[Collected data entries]

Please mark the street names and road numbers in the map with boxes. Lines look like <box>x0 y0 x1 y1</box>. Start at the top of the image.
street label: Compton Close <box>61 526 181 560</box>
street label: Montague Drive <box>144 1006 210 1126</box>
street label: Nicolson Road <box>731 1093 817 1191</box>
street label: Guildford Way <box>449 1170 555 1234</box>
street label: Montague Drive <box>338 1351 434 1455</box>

▶ EXERCISE INSTRUCTIONS
Above are some records; extract every one of them exactly.

▶ FINISHED TASK
Please mark the street names and road numbers in the map with boxes. Lines look like <box>x0 y0 x1 y1</box>. Start at the top of the image.
street label: Compton Close <box>61 526 181 560</box>
street label: Montague Drive <box>144 1006 210 1126</box>
street label: Nicolson Road <box>731 1093 817 1191</box>
street label: Guildford Way <box>449 1170 555 1234</box>
street label: Montague Drive <box>338 1351 434 1455</box>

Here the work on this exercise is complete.